With the KSC media centre closed on Saturday it was a chance to take a break from the space routine and recharge the batteries with an afternoon walk along Cocoa Beach to the resort's small pier.

 

Among the more interesting sights was a beach wedding and the departure of a cruise ship from nearby Port Canaveral.

 

Meanwhile, back at the launch site, Endeavour's countdown was being held at the T-minus 11 hour mark.

News came out late on Saturday afternoon that an APU thermostat had failed tests. If so, this is the better of the two most likely failures and would allow work to proceed towards a new launch attempt on Monday.

Technicians continued working late into the night to test thermostats for Endeavour's APU-1 fuel line heater to help determine what caused it to fail.

NASA flight planners also tweaked Endeavour's target liftoff time for a Monday launch attempt to 2:34 pm (7.34 pm GMT).

If a Monday launch is possible, the countdown would resume at 10:07 pm on Sunday, with fuelling starting at 5:09 am and the crew strapping in at 11:14 am on Monday.

Meet and greet

A few hundred metres - I guess it’s about as close as I’ll ever get to the President of America.

With the launch postponement still fresh, the visit of President Barack Obama and his family to Kennedy Space Center on Friday afternoon gave the assembled media something else to focus on.


I joined some of the TV crews and presenters on the roof of the CBS tower which is a good two storeys high and provided a grandstand view of the space centre landscape.

Obama was arriving on site by Marine helicopter after landing at the nearby Cape Canaveral Air Force Station - and the media cameras were scouring the horizon, all wanting to be first to pick up the imminent arrival.


America doesn’t do things by halves and in the end there were five military helicopters buzzing over KSC as the President swooped in, taking in a view of Endeavour on the pad on the way over.


From our distance it wasn’t easy to identify exactly which helicopter he was in - but then it turned out we’d been dupped anyway.

As we all focussed on the four big helicopters manoeuvring in from the north east behind the giant Vehicle Assembly Building (VAB), Obama’s chopper had discretely moved in at lower level from a westerly direction.

The first family was already on the ground as the four military escort helicopters put on a mini display for the live TV cameras, making it look as though they were landing the President.


So there was President Obama, wife Michelle and their two girls already being shown around the Atlantis Space Shuttle in the Orbiter Processing Facility, in reality not so far from where we were standing.

It would have been the first time in NASA history that a sitting President and his family had witnessed a Shuttle launch.

As well as seeing Atlantis in the VAB, The President and his wife met briefly with Endeavour's crew. Obama told them he was still hoping to get back to Florida for a liftoff.

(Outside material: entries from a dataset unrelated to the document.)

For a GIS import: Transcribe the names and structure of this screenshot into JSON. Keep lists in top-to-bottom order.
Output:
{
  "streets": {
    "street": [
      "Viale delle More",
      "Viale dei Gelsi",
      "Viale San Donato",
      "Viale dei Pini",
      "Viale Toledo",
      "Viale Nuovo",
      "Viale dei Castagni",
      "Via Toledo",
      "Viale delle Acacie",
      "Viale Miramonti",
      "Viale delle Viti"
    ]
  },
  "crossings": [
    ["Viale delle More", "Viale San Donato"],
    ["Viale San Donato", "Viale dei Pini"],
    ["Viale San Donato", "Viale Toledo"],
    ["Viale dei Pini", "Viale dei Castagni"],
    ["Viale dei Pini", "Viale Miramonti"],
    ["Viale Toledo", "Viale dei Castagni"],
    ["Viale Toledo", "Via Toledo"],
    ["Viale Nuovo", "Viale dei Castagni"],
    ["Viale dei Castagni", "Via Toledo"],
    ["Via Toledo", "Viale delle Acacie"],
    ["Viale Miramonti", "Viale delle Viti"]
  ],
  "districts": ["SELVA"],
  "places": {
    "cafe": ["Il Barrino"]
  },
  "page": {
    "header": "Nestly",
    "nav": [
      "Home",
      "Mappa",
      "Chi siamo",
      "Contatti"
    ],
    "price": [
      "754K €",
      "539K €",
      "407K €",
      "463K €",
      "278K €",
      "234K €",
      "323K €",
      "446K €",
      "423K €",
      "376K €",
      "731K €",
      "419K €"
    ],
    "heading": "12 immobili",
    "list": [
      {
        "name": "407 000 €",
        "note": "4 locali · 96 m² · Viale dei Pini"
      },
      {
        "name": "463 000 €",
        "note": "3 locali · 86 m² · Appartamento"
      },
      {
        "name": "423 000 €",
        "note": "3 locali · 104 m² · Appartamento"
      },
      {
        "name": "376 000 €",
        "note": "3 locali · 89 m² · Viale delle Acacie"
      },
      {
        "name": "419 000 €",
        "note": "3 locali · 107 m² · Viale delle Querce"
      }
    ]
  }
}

So, unhappily but not unexpectedly, I didn’t get remotely close enough for a Presidential meet and greet or that all important handshake. The official party remained mostly inside while we media were cocooned on our tower, watching from afar in the afternoon sunshine.  

29 April 2011

Last minute hitch

 "We will not fly this machine until it is ready - and today it was not ready." These were the words of flight director Mike Leinbach at the end of a press briefing this afternoon following the postponement of the launch of Endeavour.

At the Kennedy Space Center it was a day of highs and lows. Despite the early overcast skies there was optimism and excitement in the air.

Ironically, by the end of the day, it was the weather that was cooperating and the technology that had gone arry. An hour before the scheduled launch time clear blue skies had returned making perfect conditions for liftoff.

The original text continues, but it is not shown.